PenIdolMaster3.jpg ライバルキャラである眼帯少女・四葉ちゃんも含め、ミドルティーン級と思しきアイドル達は、当然のことながらぺたんこお胸の持ち主であり、スベスベとした質感を示すお尻や小ぶりなサイズではありつつもしっかりとその存在を主張するふぐりや仮性包茎の肉棒などで、エロティックさを生み出しています(←参照 男の娘なので挿入は勿論アナルへ 長編第2話「激写!!男の娘アイドルのヒミツの穴」より)。
 また、グラビア撮影やライブステージ、DVD撮影などに合わせて衣装を変化させており、それらの衣装の華やかさでアイドルらしさを出すと同時に、そこからち○こが見え隠れしてしまうスリル感などもエロ・シナリオの両面において重要な要素と言えるでしょう。
 描線の強弱をしっかりコントロールしつつ、適度なデォルメ感と女流作家らしい修飾性の強さを組み合わせた絵柄は、読み手によって好みが分かれるタイプではありますが、キュートネスに寄ったタイプであるため、比較的取っ付きやすいタイプ。中身の絵柄はキャリア相応に安定しており、また表紙絵とも完全互換と言えるので、“ジャケ買い”でも特に問題はありません。

【ち○ことそこから噴き出る白濁液が乱舞する複数人セックス】
 主人公や四葉、ファン達、そして事務所の社長などがエロに絡むことが多いですが、メインとなる3人を同時にエロに絡ませる点は作品間で共通しており、挿入するのもされるのも可能なキャラクターを3人も用意することでエロプレイに自由度の高さを与えています。
PenIdolMaster4.jpgち○ことアナルで男の娘3人が連結するという定番所?もしっかり押さえつつ(←参照 第4話「熱き男の娘アイドルたちの仁義なき闘い!?」より)、トリプル尻コキご奉仕や、3人同時に肉棒擦り付け合い、セルフフェラ、乱交プレイ、アナル・尿道同時挿入などなど、破天荒なプレイが大量に羅列される展開はある種壮観でもあります。
 変態チックな行為に性的快楽を感じ、更にエッチなことへチャレンジしていく男の娘ヒロイン達は、十分な可愛らしさを以て描かれている一方、青筋が表面を走る陰嚢や肉竿の描写はなかなかにえげつなく、読み手の嗜好によって好悪は分かれるでしょうが、両者のギャップが独特の煽情性を生んでいます。

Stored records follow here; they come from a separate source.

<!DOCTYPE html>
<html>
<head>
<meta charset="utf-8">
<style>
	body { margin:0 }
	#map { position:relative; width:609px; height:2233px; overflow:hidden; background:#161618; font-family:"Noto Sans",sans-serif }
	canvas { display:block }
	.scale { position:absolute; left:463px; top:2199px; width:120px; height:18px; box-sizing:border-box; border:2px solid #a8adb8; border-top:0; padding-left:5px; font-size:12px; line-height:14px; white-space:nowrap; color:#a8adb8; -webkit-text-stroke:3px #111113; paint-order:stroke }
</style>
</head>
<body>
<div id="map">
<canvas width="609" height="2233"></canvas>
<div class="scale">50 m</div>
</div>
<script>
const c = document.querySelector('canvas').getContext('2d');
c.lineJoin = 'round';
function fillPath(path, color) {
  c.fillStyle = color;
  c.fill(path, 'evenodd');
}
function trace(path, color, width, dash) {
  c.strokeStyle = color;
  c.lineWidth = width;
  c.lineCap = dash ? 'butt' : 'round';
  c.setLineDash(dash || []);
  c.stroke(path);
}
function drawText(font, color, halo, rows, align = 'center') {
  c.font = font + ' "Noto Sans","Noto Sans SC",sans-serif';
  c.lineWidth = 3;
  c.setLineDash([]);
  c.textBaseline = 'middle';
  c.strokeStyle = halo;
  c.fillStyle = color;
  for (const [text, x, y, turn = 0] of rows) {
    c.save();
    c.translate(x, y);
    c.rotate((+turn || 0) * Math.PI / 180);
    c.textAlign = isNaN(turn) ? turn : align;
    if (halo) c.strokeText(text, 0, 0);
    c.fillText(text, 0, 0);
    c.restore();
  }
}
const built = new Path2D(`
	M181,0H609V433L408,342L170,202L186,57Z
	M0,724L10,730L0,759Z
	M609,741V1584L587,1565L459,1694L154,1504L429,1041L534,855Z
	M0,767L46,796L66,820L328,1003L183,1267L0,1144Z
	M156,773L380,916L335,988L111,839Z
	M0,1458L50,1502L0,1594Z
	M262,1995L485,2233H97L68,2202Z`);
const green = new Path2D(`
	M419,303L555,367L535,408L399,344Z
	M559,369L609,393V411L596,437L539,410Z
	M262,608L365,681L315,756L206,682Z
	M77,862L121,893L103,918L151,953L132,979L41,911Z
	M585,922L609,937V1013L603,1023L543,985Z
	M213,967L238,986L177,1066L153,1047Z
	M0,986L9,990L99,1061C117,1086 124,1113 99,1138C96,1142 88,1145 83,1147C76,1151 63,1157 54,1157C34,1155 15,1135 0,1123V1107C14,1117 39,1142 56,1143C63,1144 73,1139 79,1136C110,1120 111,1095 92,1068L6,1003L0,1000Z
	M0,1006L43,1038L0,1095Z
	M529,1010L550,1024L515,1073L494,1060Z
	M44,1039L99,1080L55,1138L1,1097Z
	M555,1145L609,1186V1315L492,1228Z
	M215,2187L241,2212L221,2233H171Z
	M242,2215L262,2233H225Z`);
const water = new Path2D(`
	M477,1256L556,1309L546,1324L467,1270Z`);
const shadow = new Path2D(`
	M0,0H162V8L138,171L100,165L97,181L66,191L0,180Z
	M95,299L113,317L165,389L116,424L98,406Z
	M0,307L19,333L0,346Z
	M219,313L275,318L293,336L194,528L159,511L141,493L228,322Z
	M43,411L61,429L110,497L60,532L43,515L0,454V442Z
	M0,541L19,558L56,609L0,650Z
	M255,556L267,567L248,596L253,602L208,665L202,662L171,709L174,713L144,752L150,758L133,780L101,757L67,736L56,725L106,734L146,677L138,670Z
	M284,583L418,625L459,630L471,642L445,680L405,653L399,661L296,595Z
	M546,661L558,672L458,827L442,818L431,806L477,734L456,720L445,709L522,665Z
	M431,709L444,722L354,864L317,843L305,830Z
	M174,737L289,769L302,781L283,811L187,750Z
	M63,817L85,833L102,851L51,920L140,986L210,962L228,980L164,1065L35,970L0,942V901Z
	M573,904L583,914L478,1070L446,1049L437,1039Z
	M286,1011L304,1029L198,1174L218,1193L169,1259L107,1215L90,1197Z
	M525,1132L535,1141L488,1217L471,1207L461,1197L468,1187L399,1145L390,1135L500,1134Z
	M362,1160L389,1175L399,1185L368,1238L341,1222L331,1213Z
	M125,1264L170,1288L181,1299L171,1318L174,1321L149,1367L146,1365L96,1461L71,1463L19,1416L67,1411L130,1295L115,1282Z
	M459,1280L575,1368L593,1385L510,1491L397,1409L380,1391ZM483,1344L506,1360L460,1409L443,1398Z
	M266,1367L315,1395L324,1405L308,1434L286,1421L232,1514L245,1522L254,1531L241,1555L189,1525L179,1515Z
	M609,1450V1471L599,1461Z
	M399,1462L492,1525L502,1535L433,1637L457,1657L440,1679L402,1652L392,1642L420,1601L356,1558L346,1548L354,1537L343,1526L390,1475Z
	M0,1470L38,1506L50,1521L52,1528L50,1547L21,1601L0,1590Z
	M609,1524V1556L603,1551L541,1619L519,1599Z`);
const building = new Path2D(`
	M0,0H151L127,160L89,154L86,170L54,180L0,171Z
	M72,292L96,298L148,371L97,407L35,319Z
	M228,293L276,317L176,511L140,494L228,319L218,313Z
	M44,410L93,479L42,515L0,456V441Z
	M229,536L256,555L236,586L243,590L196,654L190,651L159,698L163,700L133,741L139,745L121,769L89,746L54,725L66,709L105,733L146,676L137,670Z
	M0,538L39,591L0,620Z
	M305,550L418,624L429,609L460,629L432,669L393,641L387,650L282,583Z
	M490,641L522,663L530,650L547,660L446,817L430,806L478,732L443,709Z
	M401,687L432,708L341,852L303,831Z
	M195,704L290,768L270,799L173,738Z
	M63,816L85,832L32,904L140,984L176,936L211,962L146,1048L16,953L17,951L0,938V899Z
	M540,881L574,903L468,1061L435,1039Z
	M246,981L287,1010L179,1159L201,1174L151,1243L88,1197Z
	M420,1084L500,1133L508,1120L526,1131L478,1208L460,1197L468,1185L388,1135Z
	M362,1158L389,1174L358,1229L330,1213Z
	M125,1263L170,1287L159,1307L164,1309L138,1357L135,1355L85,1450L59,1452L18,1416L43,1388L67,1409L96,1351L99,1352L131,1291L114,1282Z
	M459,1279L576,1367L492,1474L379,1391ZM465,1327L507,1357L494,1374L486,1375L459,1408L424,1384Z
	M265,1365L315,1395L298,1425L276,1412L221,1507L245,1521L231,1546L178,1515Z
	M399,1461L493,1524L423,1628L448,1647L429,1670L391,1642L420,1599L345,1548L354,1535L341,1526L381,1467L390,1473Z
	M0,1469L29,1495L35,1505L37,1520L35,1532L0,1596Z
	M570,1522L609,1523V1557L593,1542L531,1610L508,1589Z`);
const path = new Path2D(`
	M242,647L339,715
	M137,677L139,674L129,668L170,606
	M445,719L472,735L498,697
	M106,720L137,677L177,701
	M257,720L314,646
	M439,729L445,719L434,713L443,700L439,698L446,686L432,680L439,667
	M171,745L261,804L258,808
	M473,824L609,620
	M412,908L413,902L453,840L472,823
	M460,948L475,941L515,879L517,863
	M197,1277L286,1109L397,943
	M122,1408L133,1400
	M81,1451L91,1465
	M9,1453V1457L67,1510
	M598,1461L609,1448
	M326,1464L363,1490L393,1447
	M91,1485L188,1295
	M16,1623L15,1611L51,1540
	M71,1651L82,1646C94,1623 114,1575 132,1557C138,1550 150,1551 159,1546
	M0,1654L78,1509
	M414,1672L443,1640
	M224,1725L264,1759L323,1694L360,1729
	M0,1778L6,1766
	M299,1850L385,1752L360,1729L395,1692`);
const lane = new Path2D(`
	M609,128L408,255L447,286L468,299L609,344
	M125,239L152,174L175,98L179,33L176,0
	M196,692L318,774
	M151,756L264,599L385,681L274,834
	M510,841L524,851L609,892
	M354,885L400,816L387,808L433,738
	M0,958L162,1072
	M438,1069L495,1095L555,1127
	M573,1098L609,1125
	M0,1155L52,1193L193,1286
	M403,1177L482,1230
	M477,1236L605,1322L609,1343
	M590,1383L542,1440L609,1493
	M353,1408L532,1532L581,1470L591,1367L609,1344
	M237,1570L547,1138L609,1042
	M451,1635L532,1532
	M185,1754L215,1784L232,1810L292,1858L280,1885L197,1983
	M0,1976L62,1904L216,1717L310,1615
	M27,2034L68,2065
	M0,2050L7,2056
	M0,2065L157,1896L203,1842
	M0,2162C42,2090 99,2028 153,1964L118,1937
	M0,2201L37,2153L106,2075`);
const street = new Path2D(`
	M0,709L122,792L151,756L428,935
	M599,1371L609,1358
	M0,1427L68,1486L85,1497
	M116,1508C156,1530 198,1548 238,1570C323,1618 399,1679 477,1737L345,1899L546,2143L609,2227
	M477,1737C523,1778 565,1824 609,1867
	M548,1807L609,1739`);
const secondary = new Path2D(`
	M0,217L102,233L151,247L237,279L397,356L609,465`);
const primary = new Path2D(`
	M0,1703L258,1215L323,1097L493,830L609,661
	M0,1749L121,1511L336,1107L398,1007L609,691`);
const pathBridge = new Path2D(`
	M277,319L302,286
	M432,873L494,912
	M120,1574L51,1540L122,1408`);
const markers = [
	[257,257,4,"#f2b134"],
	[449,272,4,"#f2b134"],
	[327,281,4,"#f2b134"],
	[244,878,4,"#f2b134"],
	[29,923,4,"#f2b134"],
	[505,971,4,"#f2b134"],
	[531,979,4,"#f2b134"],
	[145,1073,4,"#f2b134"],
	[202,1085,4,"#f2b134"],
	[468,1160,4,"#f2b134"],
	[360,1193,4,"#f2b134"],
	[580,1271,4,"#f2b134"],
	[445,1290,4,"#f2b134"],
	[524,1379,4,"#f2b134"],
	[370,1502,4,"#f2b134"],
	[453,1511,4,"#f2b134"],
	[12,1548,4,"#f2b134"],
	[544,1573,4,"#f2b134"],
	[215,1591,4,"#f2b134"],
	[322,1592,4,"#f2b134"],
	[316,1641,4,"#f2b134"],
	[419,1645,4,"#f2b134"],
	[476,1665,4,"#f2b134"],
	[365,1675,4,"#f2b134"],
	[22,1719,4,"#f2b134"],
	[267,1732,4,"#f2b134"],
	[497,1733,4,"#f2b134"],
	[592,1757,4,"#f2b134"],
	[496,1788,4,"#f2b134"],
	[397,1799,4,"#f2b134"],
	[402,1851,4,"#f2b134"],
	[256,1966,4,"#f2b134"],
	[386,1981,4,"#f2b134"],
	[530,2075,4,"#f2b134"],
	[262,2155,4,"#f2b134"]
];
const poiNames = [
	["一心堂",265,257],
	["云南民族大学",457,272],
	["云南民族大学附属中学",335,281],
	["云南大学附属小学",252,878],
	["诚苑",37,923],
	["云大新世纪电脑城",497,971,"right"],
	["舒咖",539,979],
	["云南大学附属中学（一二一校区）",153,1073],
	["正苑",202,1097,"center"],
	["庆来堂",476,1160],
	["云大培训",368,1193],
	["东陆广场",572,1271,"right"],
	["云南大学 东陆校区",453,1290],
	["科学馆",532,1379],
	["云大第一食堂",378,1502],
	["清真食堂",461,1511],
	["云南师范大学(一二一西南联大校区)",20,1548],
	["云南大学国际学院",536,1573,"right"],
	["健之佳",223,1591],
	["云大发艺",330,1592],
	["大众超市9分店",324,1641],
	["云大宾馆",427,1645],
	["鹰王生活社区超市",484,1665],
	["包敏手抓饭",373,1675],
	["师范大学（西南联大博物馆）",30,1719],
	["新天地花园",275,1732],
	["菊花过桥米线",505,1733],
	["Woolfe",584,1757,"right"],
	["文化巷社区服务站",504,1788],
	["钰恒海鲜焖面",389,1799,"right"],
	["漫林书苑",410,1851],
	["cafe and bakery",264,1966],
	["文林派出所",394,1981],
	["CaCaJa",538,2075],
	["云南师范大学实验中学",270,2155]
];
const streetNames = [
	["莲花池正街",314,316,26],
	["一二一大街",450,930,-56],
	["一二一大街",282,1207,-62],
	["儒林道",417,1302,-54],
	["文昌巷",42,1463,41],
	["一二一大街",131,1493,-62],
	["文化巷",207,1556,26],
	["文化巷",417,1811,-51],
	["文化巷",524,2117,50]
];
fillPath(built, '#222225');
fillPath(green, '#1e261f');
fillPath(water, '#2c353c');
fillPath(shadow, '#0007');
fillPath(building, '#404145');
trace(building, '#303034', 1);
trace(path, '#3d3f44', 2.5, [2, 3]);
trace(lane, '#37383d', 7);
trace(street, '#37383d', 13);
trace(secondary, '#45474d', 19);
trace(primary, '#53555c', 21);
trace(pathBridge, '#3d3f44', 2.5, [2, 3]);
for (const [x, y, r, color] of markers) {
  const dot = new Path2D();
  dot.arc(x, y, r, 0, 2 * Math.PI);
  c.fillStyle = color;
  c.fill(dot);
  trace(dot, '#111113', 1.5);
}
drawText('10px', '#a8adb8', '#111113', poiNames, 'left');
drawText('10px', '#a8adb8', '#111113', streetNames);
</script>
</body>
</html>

 肉棒を挿入されて押し広げられるお尻の穴の描写を大股開きな結合部見せ付け構図でたっぷりと投入しつつ、アイドル達のキュートフェイスがグシャグシャに乱れ、分量こそ多くないながらも時にエキセントリックなフレーズも飛び出す印象的なエロ台詞を叫ぶ描写などでも快楽曲線の盛り上がりを図っています。
男の子であるのに乳首から謎の液体が噴出したり、たっぷりと白濁液を直腸内に注入されながらも自前のち○こからも噴水の如くビュルビュルと精液を噴射したりと、液汁描写をたっぷりと添加することも特徴の一つであり、そもそも男の娘同士のセックスというアブノーマルな内容に作画・演出面での濃さを被せることで、強い満腹感を形成。
 十分な濃密さを保ったまま突入するフィニッシュシーンは、男の娘ヒロインが口を大きく開いて舌を突き出すアヘ顔を曝け出して絶頂を迎えるアナル中出しフィニッシュで締めており、そこまでの勢いや濃さに負けないインパクトの強さを持つシーンとなっています。

 この作家さんの作品の例に漏れず、キャラクター設定、シナリオ、エロのいずれもが読み手を選ぶタイプであり、万人受けしないのは確か。しかしながら、“変わり種”を提供し続ける決してブレない作風は実に見事であり、ぶっ飛んだ作品を読みたいならば強くお勧めしたい作家さんです。
管理人はショタエロも好きですが、この作品に関して言えば、ショタエロとしての魅力というよりも男女の性別云々と関係なく、漲るエロのエネルギー感に圧倒されたという印象がありますね。